Mistras ist UNESCO-Weltkulturerbe und kommt sogar in Goethes Faust II vor.

Mani

Die Mani-Halbinsel ist der mittlere Finger des Peloponnes — rau, schwer zugänglich, vom Taygetos-Gebirge dominiert (über 2.400 m). Aufgeteilt traditionell in Innere Mani (Tiefe Mani, im Süden) und Äußere Mani. Anreise meist über Kalamata oder Gythio.

Was Mani prägt, ist eine eigenständige Geschichte: Die Bewohner galten als unbezähmbar, hier hat die Türkenherrschaft nie wirklich gegriffen. Statt großer Dörfer entstanden befestigte Sippentürme — vielstöckige Wohntürme, in denen Familien gegen Nachbarn (und gegen Piraten) Schutz suchten. Viele sind verfallen, einige restauriert und heute Boutique-Hotels.

Weitere Highlights: zahllose kleine byzantinische Kirchen und Kapellen, oft in Olivenhainen versteckt, und die Tropfsteinhöhle von Pirgos Dirou — befahrbar mit Kähnen auf einem unterirdischen Fluss, der stellenweise 300 m tief ist.

Vikos-Schlucht

Im Pindos-Gebirge in Epirus, etwa 10 km lang und bis zu 1.000 m tief. Im Verhältnis von Tiefe zur Breite gilt sie als die tiefste Schlucht der Welt und steht im Guinness-Buch. Die spektakulärsten Aussichten bieten die natürlichen „Balkone" bei den Dörfern Monodendri und Vradeto.

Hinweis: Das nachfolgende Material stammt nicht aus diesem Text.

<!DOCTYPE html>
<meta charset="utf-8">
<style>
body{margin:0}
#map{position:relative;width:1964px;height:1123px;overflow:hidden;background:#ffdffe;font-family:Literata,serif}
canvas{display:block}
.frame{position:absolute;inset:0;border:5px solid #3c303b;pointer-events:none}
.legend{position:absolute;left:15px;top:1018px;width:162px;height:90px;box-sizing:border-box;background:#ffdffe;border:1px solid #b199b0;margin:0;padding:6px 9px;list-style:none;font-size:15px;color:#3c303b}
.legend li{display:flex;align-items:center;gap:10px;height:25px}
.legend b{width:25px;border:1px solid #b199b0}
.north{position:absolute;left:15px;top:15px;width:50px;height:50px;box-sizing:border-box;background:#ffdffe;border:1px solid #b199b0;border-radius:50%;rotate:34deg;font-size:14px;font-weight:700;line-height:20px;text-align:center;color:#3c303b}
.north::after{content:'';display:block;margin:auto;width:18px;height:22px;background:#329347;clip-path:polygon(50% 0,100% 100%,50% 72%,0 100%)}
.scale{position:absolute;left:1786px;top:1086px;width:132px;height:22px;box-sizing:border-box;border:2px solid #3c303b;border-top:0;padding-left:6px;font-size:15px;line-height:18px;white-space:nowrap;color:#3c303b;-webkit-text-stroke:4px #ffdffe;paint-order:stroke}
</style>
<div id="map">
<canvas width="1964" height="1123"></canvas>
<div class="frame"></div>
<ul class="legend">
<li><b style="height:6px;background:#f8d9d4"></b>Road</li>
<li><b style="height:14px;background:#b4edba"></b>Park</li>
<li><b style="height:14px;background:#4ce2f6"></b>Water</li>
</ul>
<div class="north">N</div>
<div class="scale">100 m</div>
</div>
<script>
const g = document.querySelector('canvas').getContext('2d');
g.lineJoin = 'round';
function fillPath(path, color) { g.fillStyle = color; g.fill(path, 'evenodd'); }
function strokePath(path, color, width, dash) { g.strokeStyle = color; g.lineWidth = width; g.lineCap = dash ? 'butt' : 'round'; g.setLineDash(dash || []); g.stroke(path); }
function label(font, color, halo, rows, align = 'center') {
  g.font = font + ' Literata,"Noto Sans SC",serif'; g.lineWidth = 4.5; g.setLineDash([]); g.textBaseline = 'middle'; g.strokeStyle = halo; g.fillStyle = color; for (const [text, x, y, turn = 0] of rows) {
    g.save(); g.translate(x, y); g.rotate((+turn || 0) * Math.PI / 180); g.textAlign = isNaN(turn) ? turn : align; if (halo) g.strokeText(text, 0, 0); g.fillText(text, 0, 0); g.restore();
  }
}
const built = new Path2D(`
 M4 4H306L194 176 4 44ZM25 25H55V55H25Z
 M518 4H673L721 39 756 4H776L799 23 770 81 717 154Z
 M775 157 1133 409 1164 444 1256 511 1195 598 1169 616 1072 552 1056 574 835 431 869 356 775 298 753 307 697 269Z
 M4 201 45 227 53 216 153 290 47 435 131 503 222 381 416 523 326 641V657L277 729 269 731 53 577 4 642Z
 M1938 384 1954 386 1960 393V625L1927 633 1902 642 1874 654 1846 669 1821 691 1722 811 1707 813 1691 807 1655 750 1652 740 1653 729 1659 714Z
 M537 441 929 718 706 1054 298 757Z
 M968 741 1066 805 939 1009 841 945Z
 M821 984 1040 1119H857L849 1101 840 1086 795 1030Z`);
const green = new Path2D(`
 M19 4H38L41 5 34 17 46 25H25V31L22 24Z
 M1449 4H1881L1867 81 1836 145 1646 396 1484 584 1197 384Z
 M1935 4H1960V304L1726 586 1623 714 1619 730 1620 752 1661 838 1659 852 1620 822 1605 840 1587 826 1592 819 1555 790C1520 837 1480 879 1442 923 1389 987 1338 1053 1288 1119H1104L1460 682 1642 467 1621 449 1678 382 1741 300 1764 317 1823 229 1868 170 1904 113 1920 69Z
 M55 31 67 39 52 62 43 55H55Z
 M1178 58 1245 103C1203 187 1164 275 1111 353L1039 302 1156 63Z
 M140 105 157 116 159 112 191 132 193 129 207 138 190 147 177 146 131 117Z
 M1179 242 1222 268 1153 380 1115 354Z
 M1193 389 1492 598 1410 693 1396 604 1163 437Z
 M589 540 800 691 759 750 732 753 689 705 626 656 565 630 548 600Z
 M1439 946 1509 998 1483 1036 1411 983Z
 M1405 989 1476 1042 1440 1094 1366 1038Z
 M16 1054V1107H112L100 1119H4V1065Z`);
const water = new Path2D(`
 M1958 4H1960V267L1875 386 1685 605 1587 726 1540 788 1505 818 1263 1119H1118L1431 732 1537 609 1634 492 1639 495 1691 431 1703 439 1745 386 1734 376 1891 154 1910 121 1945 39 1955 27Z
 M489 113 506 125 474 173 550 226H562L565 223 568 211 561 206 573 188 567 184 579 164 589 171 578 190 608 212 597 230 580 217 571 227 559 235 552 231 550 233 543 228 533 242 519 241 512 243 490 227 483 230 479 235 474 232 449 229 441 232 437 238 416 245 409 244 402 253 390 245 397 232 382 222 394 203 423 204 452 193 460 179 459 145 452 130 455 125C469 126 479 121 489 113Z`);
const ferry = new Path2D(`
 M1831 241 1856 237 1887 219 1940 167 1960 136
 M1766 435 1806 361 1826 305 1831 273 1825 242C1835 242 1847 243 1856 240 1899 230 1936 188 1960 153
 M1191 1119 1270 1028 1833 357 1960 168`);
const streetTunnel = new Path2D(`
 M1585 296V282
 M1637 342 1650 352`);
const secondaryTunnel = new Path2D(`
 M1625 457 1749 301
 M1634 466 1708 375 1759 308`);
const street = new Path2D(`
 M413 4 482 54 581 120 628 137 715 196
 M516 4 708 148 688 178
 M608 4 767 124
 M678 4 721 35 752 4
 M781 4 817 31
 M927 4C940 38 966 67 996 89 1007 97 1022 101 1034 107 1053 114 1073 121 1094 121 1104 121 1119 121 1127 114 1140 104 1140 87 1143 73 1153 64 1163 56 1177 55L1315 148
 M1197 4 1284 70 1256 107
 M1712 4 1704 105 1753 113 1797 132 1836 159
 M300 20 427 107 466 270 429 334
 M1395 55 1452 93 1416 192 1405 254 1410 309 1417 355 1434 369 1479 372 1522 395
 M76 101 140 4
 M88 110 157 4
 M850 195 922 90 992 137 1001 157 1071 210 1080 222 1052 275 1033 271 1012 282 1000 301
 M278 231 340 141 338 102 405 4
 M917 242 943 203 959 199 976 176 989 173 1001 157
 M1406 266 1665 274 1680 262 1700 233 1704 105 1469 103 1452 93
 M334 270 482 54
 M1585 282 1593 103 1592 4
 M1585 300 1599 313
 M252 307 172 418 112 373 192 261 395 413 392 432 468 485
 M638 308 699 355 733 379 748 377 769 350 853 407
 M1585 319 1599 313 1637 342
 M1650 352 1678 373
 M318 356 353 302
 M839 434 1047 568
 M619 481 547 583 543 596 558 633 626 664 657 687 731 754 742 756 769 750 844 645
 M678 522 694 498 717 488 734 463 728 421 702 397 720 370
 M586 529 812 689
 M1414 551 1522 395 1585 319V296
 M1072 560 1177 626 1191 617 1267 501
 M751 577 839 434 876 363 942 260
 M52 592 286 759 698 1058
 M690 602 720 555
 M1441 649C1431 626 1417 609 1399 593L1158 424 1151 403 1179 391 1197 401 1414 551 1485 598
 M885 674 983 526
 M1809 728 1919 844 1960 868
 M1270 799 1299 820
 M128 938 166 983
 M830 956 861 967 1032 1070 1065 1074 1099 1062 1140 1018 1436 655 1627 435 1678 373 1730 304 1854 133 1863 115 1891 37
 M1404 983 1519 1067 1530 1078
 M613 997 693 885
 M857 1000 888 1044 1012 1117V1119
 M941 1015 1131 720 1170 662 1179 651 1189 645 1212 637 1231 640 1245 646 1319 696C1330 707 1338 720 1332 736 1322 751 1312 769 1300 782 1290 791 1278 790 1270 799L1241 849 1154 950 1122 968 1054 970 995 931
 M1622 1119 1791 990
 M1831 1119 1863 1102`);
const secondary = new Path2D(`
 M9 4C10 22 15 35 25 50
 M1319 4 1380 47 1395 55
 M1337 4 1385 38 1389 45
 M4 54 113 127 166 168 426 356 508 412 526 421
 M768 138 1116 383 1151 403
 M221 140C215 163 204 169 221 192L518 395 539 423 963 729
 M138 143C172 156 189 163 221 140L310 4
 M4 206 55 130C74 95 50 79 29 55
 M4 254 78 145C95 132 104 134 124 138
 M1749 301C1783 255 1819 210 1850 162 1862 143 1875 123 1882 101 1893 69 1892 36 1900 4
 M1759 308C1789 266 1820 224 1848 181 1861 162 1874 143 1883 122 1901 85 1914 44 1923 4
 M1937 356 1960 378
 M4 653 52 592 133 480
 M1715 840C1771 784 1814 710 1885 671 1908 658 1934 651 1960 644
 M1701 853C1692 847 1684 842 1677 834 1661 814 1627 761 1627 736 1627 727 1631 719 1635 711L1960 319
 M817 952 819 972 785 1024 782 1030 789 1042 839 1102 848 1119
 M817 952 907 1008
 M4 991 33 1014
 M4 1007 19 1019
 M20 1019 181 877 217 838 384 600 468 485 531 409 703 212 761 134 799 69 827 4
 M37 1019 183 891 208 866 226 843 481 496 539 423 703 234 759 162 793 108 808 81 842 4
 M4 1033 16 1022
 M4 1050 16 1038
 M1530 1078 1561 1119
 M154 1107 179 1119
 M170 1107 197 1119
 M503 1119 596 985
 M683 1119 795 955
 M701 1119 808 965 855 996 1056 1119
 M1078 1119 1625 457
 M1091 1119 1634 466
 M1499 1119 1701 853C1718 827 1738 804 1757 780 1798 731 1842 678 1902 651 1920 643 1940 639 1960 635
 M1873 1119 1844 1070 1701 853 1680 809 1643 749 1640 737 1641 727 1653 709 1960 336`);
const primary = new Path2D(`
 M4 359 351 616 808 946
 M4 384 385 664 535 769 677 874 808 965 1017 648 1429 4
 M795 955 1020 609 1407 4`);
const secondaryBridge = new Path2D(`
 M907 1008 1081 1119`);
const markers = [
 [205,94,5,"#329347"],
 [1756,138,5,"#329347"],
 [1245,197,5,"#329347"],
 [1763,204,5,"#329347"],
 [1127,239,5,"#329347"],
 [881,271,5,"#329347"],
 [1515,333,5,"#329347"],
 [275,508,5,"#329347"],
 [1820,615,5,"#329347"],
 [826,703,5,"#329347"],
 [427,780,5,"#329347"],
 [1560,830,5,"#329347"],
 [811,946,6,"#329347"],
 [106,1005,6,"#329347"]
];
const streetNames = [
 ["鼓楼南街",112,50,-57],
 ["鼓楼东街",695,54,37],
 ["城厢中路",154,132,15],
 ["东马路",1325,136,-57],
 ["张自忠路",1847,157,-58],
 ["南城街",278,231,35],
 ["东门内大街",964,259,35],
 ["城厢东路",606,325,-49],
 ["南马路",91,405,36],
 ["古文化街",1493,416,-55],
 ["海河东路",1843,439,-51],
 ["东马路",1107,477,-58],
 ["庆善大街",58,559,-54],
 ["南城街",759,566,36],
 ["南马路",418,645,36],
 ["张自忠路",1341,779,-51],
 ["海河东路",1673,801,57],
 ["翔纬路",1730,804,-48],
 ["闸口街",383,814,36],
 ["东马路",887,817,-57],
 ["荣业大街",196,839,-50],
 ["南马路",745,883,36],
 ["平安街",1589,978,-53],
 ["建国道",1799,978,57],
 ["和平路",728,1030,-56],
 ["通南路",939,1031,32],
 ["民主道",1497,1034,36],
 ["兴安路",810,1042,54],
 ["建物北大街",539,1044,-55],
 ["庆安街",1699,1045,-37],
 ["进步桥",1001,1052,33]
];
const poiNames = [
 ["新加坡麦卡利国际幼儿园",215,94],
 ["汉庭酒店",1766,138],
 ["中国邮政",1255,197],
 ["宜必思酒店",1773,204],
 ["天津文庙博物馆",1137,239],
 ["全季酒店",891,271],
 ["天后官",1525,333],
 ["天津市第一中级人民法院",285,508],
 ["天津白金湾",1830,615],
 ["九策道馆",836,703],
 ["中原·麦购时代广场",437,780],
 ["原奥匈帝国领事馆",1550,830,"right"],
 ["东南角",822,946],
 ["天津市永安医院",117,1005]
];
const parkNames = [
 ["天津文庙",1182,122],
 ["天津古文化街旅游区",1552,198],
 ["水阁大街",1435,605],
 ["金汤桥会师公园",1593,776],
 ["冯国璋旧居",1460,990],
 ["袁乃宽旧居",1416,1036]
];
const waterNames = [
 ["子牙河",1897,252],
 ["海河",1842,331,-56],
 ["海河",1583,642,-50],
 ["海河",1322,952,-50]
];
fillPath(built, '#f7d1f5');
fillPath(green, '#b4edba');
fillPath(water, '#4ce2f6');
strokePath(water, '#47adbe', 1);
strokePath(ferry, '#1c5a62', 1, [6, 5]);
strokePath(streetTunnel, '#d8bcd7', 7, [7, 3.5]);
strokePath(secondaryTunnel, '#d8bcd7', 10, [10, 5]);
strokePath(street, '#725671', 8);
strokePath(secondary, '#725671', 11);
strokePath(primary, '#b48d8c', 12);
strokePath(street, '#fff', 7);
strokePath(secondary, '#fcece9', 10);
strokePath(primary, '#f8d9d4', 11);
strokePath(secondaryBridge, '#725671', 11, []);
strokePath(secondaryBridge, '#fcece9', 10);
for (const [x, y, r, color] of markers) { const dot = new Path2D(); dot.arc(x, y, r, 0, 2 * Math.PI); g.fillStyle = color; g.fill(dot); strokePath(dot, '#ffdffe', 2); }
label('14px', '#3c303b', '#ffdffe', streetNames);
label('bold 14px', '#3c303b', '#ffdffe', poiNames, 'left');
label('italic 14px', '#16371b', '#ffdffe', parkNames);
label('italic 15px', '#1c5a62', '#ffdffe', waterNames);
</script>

Eine Durchwanderung von Monodendri durch die Schlucht bis ins Dorf Vikos ist möglich, der Weg ist ausgeschildert. Veranschlagt werden rund sieben Stunden — anstrengend, aber landschaftlich eindrucksvoll. Empfindliche Knöchel hat hier nichts zu suchen, das Gelände ist felsig. Wer es nur ansehen will, ohne Volldurchgang, bekommt vom Aussichtspunkt Oxia bei Monodendri den besten Blick.

Im Tal fließt der Voidomatis, einer der saubersten Flüsse Europas.

Kanal von Korinth

Die Idee, den Saronischen Golf mit dem Korinthischen Golf zu verbinden, ist seit der Antike alt — schon Periander, später Julius Caesar und Kaiser Nero haben sich damit beschäftigt. Nero ließ tatsächlich 67 n. Chr. anfangen, der Bau wurde nach seinem Tod aber abgebrochen. Erst zwischen 1881 und 1893 wurde das Projekt verwirklicht.

Die Kennzahlen:

Damit ersparen sich Schiffe die rund 400 km lange Umrundung des Peloponnes. Heute fahren überwiegend kleinere Schiffe und Ausflugsboote durch — moderne Frachter sind zu breit. Wer den Kanal ansehen will, hat von den Brücken oberhalb einen guten Blick. Eine Bootspassage durch den engen Schlitz ist möglich und wird als Tagesausflug angeboten.